Gatwick cannot compete on that top tier as its unable to build a second runway due to the Government blocking it - but if it did build it would be. It's an artificial thing and Heathrow knows it - hence why they are so aggressively against Gatwick getting approval for second runway (even if it would be allowed to build its third as well).

And "for connections" - London's airports deal with 5 passengers for every 4 that its nearest rival New York can muster, and numbers 162% of those of Paris - the only other European city in the top ten globally. London sees as many air passengers a year as Paris and Amsterdam combined. Do we really need to focus on people connecting like some second tier city? Runway capacity is what is needed as that's the biggest bottleneck in the busiest airspace in the world - that's the issue, not a lack of connections.

London, New York, Tokyo and Paris have multiple big airports - despite having a large top-30 airport (Tokyo is 4th, Heathrow 7th, CdG 10th, JFK 21st), they have another big one (Gatwick is 39th, Newark 40th, Orly and Narita aren't top 50 but aren't far off it) and perhaps some mid-tier ones too - because they are destinations. Second-tier cities like Atlanta, Dubai, Amsterdam need to have a big hub with a focus on connections because their city needs a load of people going elsewhere to fill flights to it.

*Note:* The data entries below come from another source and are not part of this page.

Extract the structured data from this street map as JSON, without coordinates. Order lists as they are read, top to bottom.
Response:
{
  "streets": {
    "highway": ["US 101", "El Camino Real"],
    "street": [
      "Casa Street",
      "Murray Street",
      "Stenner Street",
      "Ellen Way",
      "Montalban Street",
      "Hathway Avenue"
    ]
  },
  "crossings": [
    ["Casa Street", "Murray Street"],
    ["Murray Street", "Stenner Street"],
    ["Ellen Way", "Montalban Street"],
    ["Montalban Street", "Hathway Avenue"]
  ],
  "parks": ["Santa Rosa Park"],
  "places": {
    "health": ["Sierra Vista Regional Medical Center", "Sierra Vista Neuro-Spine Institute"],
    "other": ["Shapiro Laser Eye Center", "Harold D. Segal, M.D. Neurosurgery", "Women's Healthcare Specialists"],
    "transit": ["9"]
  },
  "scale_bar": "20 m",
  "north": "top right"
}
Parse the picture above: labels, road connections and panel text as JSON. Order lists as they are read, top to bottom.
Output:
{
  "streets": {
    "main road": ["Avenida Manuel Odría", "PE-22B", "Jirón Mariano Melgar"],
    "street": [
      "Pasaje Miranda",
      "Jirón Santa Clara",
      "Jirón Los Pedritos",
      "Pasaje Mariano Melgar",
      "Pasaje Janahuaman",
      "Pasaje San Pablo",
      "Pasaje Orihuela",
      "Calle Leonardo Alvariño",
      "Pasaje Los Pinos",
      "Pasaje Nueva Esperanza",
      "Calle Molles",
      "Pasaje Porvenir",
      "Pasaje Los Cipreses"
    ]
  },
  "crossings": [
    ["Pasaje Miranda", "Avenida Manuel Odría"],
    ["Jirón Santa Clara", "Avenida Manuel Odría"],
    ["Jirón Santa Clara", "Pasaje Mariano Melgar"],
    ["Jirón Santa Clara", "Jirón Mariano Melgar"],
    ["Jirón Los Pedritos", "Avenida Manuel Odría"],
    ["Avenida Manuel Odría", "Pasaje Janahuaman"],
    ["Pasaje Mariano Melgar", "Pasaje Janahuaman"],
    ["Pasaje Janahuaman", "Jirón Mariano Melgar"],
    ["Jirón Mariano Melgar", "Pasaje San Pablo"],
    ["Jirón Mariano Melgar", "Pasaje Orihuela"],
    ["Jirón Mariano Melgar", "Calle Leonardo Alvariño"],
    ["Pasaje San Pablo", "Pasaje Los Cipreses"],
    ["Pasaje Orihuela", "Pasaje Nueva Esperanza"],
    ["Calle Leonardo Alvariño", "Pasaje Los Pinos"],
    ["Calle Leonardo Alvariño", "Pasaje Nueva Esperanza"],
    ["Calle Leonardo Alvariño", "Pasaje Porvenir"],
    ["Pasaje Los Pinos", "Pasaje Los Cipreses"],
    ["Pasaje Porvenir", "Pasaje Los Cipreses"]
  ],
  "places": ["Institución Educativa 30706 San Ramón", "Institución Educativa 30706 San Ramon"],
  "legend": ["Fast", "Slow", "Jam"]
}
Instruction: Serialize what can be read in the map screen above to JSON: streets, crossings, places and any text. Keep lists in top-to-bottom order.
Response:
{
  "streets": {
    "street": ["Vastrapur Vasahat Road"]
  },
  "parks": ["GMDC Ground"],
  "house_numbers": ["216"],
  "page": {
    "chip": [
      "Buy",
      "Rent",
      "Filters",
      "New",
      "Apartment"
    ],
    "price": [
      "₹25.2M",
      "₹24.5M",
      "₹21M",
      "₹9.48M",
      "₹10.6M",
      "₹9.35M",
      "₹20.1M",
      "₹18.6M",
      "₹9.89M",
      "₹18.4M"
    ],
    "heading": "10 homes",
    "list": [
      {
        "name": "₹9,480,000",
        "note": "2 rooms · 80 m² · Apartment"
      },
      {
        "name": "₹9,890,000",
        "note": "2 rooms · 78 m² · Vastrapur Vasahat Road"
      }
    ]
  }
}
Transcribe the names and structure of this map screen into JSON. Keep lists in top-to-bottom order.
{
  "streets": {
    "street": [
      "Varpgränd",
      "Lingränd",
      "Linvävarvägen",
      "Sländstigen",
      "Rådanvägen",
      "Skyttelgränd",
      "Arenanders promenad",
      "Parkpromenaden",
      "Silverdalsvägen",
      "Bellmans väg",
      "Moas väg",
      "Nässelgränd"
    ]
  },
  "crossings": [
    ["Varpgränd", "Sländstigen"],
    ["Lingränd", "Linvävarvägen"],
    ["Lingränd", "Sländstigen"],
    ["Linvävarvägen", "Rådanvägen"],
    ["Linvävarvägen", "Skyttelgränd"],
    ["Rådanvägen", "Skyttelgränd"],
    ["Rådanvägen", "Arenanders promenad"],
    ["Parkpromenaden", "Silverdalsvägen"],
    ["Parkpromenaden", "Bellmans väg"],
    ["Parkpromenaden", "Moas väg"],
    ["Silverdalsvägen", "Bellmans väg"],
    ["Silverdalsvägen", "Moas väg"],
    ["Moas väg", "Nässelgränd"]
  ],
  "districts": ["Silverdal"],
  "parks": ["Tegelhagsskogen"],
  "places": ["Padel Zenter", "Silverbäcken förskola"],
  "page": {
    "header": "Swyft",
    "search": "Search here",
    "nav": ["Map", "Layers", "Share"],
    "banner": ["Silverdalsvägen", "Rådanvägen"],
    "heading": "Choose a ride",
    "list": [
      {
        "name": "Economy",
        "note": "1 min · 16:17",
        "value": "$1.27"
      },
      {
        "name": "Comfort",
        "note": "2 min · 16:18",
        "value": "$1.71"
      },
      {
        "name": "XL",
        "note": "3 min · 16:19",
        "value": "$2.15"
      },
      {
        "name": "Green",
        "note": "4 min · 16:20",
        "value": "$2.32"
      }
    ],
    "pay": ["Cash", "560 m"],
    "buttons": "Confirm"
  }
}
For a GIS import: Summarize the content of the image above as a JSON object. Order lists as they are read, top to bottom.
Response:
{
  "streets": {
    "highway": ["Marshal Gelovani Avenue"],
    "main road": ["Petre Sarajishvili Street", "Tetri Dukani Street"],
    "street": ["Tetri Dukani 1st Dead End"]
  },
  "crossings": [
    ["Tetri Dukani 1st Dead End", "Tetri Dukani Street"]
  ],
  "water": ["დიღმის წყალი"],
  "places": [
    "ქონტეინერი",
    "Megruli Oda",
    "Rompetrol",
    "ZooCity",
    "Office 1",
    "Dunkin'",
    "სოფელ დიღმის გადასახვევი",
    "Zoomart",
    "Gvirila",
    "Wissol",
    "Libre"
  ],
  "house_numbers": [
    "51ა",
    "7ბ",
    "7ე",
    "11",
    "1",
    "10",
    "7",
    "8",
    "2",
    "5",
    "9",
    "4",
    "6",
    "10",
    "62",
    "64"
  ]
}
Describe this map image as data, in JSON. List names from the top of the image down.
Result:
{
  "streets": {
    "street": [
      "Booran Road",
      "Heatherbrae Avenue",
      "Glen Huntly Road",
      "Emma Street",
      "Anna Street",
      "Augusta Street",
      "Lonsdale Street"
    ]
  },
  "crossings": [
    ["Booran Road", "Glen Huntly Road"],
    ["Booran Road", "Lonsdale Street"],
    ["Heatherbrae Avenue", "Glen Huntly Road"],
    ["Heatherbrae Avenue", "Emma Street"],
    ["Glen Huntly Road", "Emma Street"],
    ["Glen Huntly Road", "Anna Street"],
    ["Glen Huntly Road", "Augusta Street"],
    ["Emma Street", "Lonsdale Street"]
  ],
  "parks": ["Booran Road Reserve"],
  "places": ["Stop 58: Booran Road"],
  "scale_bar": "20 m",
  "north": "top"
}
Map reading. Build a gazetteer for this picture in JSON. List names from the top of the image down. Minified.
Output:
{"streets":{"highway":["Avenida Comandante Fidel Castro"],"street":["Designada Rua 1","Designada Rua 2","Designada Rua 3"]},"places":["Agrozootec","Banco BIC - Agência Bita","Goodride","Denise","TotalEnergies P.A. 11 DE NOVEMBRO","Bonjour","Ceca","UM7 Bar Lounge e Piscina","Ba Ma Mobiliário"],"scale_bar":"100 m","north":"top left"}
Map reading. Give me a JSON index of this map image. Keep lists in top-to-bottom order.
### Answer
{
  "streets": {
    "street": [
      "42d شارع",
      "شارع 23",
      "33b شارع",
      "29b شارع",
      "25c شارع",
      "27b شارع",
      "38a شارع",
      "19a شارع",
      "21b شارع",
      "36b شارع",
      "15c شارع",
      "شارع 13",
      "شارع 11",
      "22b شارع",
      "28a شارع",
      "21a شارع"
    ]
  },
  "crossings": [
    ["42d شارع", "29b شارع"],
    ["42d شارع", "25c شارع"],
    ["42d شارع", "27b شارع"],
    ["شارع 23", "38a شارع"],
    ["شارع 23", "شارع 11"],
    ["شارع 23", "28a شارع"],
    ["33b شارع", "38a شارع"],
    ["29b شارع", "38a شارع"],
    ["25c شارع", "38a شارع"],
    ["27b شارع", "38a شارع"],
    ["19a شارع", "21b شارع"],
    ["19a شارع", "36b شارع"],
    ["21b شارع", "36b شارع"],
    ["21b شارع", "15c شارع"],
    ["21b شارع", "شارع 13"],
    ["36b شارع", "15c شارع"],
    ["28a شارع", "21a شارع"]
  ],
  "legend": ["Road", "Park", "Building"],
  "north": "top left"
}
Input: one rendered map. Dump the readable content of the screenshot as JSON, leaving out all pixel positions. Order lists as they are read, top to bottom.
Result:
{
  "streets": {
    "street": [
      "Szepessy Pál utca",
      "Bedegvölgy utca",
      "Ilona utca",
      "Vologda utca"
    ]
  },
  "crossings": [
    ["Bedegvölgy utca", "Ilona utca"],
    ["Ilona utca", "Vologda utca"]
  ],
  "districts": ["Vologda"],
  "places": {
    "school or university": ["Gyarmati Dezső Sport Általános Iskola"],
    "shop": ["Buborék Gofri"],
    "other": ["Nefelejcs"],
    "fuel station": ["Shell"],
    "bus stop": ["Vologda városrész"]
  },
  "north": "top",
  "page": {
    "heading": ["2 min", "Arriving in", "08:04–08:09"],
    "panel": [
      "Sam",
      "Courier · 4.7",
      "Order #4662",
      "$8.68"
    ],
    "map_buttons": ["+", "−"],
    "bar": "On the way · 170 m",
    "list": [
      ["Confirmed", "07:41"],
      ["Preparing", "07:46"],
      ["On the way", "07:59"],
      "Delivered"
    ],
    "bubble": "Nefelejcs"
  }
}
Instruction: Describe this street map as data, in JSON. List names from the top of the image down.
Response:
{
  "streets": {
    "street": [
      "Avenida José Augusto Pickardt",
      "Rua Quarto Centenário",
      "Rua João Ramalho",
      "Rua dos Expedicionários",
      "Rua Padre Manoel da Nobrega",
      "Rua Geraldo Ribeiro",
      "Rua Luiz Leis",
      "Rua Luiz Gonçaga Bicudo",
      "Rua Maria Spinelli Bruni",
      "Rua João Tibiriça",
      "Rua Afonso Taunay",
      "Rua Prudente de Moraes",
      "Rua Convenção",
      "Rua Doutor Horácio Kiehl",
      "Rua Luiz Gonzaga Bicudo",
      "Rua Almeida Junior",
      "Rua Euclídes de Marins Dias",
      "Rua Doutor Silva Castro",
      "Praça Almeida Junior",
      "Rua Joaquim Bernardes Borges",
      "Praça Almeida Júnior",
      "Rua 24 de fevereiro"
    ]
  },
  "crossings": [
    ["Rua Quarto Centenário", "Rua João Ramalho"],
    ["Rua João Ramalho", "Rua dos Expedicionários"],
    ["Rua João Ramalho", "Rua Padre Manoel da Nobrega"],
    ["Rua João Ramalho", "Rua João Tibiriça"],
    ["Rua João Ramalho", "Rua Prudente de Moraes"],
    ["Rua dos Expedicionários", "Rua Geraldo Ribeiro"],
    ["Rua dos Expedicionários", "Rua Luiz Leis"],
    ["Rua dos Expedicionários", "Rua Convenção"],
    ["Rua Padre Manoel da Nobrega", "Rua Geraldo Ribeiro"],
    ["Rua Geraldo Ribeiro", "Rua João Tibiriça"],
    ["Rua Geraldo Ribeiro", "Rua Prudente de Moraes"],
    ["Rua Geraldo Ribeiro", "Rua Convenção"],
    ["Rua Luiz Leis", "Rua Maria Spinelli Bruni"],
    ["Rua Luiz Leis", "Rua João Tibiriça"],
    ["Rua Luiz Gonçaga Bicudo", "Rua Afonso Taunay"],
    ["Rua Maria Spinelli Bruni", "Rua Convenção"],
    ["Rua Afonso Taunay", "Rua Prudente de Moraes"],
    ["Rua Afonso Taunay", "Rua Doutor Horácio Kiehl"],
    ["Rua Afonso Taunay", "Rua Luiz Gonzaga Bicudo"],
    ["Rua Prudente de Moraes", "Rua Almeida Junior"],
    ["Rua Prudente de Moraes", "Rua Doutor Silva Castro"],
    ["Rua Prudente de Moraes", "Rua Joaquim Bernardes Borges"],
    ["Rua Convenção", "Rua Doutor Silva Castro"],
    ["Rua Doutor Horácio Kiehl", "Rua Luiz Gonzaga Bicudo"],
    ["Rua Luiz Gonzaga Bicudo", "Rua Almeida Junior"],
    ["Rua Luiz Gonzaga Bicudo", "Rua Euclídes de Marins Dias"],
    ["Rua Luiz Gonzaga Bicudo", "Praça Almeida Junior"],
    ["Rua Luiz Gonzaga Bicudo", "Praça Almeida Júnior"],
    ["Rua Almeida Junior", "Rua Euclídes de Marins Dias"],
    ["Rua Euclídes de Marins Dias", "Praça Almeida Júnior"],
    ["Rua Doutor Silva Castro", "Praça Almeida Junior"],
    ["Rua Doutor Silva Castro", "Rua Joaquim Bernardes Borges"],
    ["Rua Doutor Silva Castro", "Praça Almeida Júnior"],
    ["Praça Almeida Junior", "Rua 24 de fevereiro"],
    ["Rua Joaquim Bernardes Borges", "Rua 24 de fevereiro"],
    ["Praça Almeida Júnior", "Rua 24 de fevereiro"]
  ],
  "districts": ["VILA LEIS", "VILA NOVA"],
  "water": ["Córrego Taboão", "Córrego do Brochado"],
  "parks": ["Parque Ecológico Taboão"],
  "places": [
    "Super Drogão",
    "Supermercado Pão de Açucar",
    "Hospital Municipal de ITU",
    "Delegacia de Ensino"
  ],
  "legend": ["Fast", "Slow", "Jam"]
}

We shouldn't reject hubbing, but we don't need a massive hub - we already have what's far and away the top destination, and two airports (despite only 2 and 1 runways respectively) working as hubs (one large hub that's bigger than its European rivals despite its constraints, one smaller because of its constraints). Heathrow might have less destinations than Charles de Gaulle, but London has more than Paris. Heathrow doesn't want you to know that - not least as many of the 'new' destinations they use to sell R3 are already Gatwick ones.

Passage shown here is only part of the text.